BEGIN Provided entries

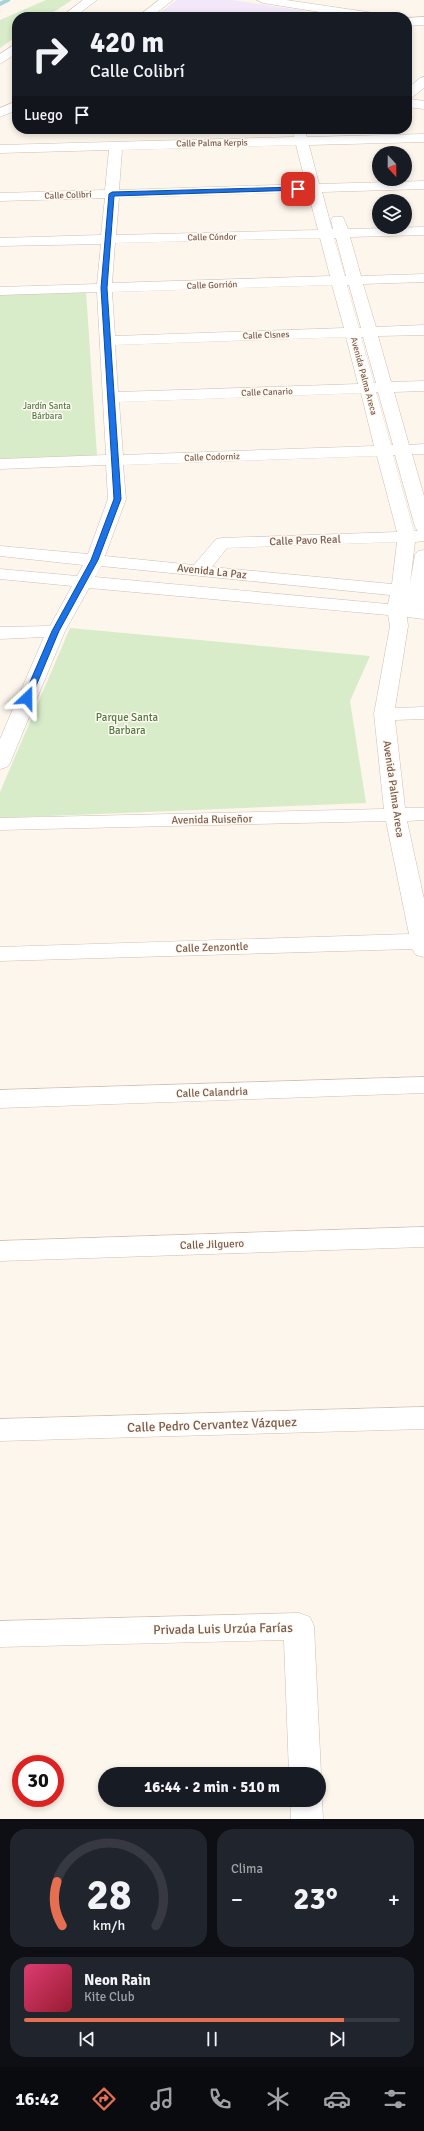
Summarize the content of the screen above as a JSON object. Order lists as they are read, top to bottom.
{
  "streets": {
    "street": [
      "Calle Palma Kerpis",
      "Calle Colibrí",
      "Calle Cóndor",
      "Calle Gorrión",
      "Calle Cisnes",
      "Avenida Palma Areca",
      "Calle Canario",
      "Calle Codorniz",
      "Calle Pavo Real",
      "Avenida La Paz",
      "Avenida Ruiseñor",
      "Calle Zenzontle",
      "Calle Calandria",
      "Calle Jilguero",
      "Calle Pedro Cervantez Vázquez",
      "Privada Luis Urzúa Farías"
    ]
  },
  "crossings": [
    ["Calle Palma Kerpis", "Avenida Palma Areca"],
    ["Calle Colibrí", "Avenida Palma Areca"],
    ["Calle Cóndor", "Avenida Palma Areca"],
    ["Calle Gorrión", "Avenida Palma Areca"],
    ["Calle Cisnes", "Avenida Palma Areca"],
    ["Avenida Palma Areca", "Calle Canario"],
    ["Avenida Palma Areca", "Calle Codorniz"],
    ["Avenida Palma Areca", "Calle Pavo Real"],
    ["Avenida Palma Areca", "Avenida La Paz"],
    ["Avenida Palma Areca", "Avenida Ruiseñor"],
    ["Avenida Palma Areca", "Calle Zenzontle"],
    ["Calle Pavo Real", "Avenida La Paz"]
  ],
  "parks": ["Jardín Santa Bárbara", "Parque Santa Barbara"],
  "north": "bottom",
  "page": {
    "turn": ["420 m", "Calle Colibrí"],
    "then": "Luego",
    "limit": "30",
    "trip": "16:44 · 2 min · 510 m",
    "tile": "Clima",
    "heat": ["−", "23°", "+"],
    "song": ["Neon Rain", "Kite Club"],
    "tabs": "16:42",
    "gauge": ["28", "km/h"]
  }
}
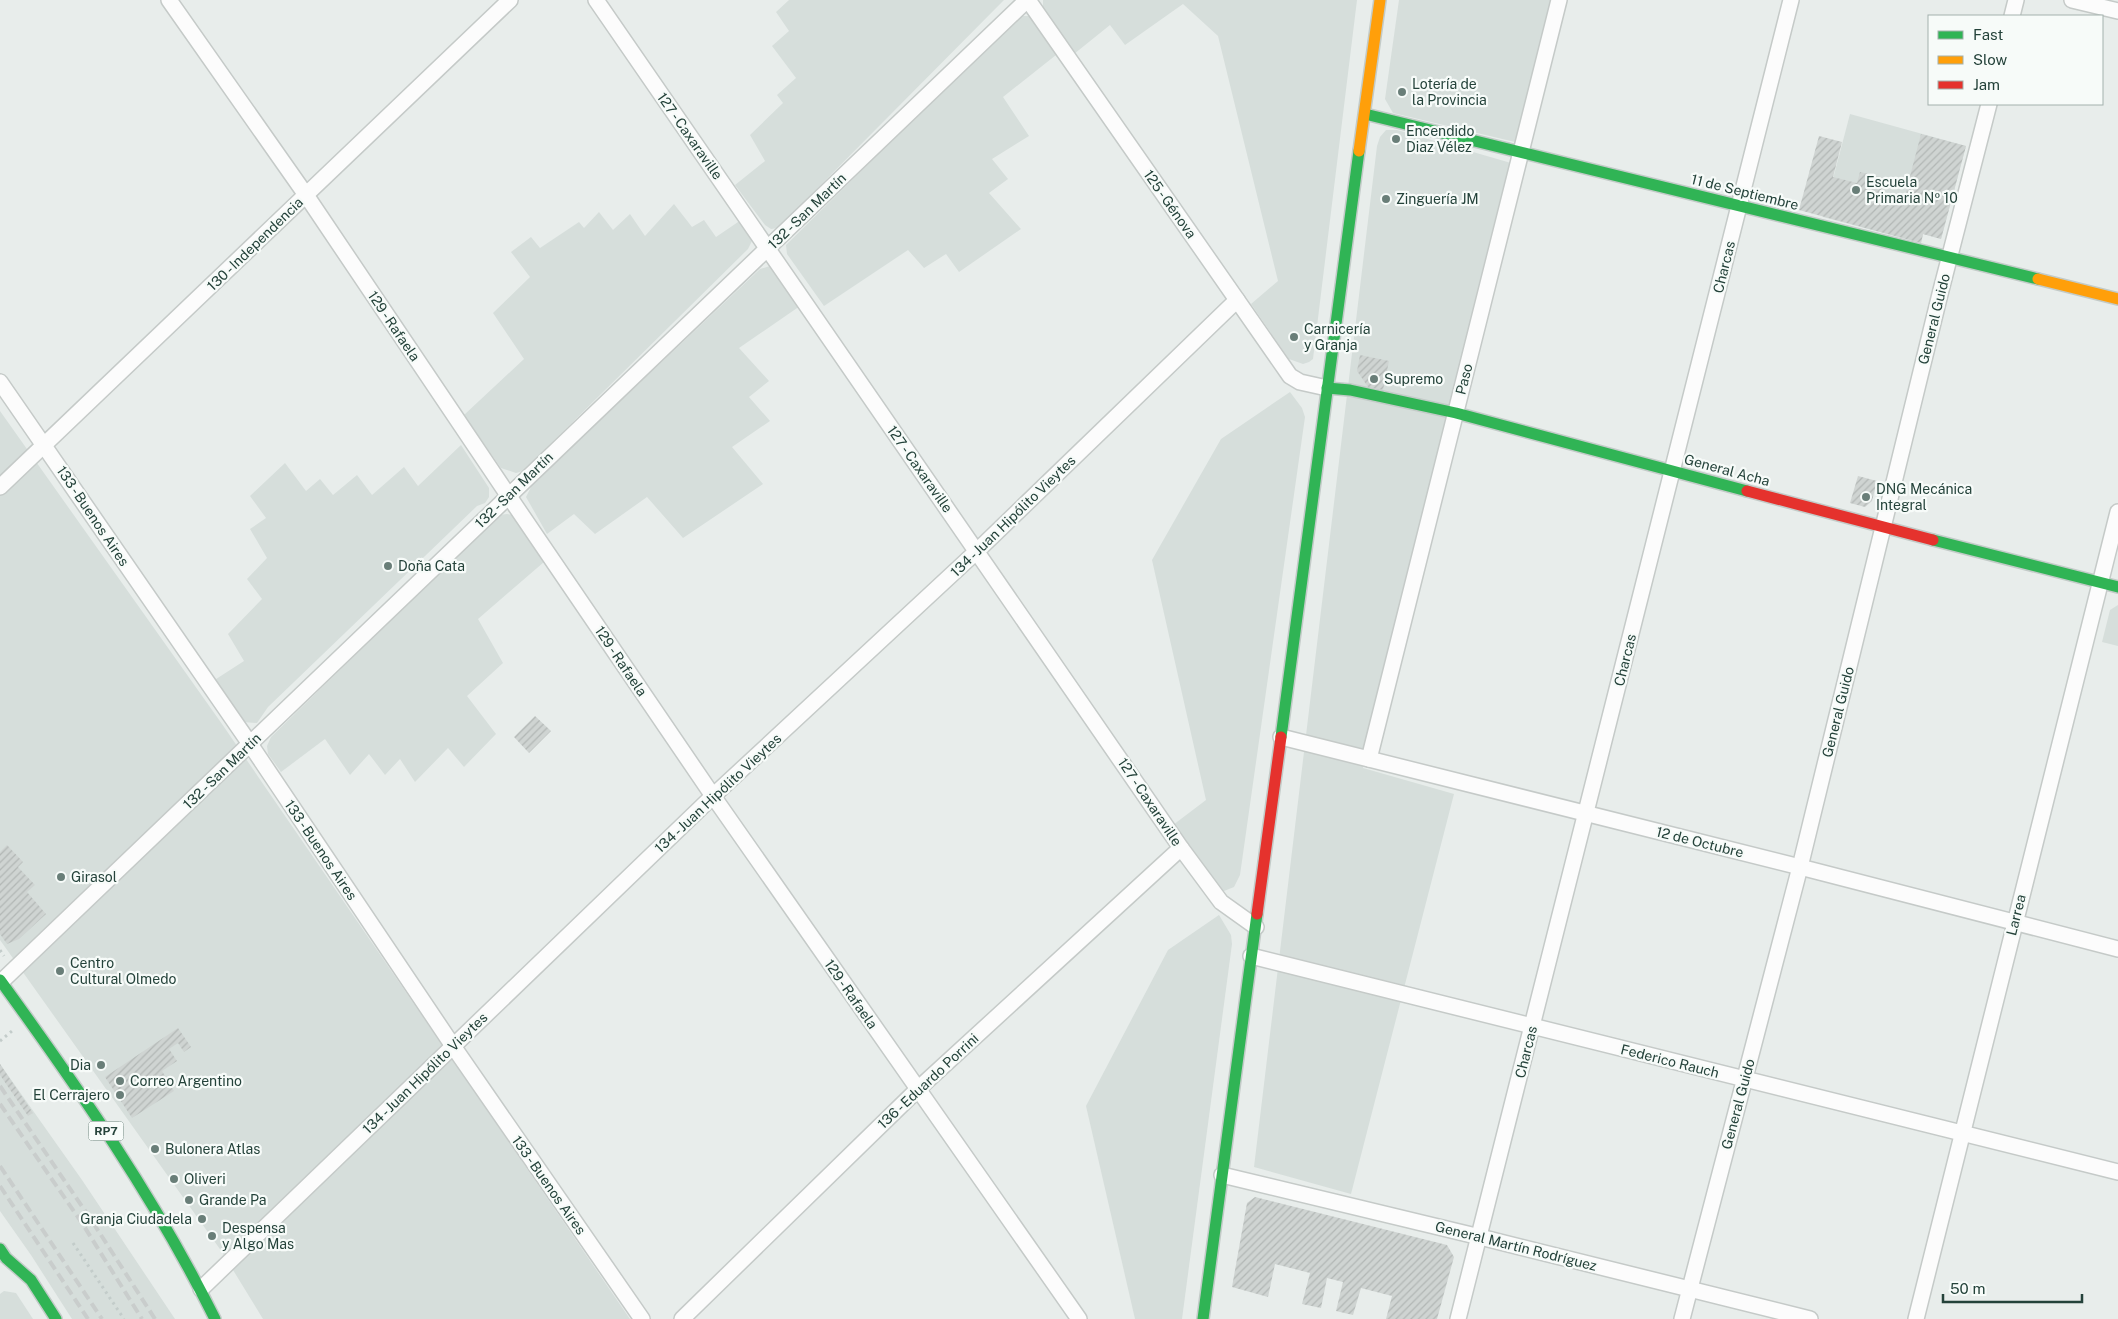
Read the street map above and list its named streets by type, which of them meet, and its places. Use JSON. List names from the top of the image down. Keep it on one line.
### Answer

END Provided entries

__What the task requires__:
Could the data above be copied out exactly, with no pictures kept?

__Answer for this exercise__:
Summarize the content of the screen above as a JSON object. Order lists as they are read, top to bottom.
{
  "streets": {
    "street": [
      "Calle Palma Kerpis",
      "Calle Colibrí",
      "Calle Cóndor",
      "Calle Gorrión",
      "Calle Cisnes",
      "Avenida Palma Areca",
      "Calle Canario",
      "Calle Codorniz",
      "Calle Pavo Real",
      "Avenida La Paz",
      "Avenida Ruiseñor",
      "Calle Zenzontle",
      "Calle Calandria",
      "Calle Jilguero",
      "Calle Pedro Cervantez Vázquez",
      "Privada Luis Urzúa Farías"
    ]
  },
  "crossings": [
    ["Calle Palma Kerpis", "Avenida Palma Areca"],
    ["Calle Colibrí", "Avenida Palma Areca"],
    ["Calle Cóndor", "Avenida Palma Areca"],
    ["Calle Gorrión", "Avenida Palma Areca"],
    ["Calle Cisnes", "Avenida Palma Areca"],
    ["Avenida Palma Areca", "Calle Canario"],
    ["Avenida Palma Areca", "Calle Codorniz"],
    ["Avenida Palma Areca", "Calle Pavo Real"],
    ["Avenida Palma Areca", "Avenida La Paz"],
    ["Avenida Palma Areca", "Avenida Ruiseñor"],
    ["Avenida Palma Areca", "Calle Zenzontle"],
    ["Calle Pavo Real", "Avenida La Paz"]
  ],
  "parks": ["Jardín Santa Bárbara", "Parque Santa Barbara"],
  "north": "bottom",
  "page": {
    "turn": ["420 m", "Calle Colibrí"],
    "then": "Luego",
    "limit": "30",
    "trip": "16:44 · 2 min · 510 m",
    "tile": "Clima",
    "heat": ["−", "23°", "+"],
    "song": ["Neon Rain", "Kite Club"],
    "tabs": "16:42",
    "gauge": ["28", "km/h"]
  }
}
Read the street map above and list its named streets by type, which of them meet, and its places. Use JSON. List names from the top of the image down. Keep it on one line.
### Answer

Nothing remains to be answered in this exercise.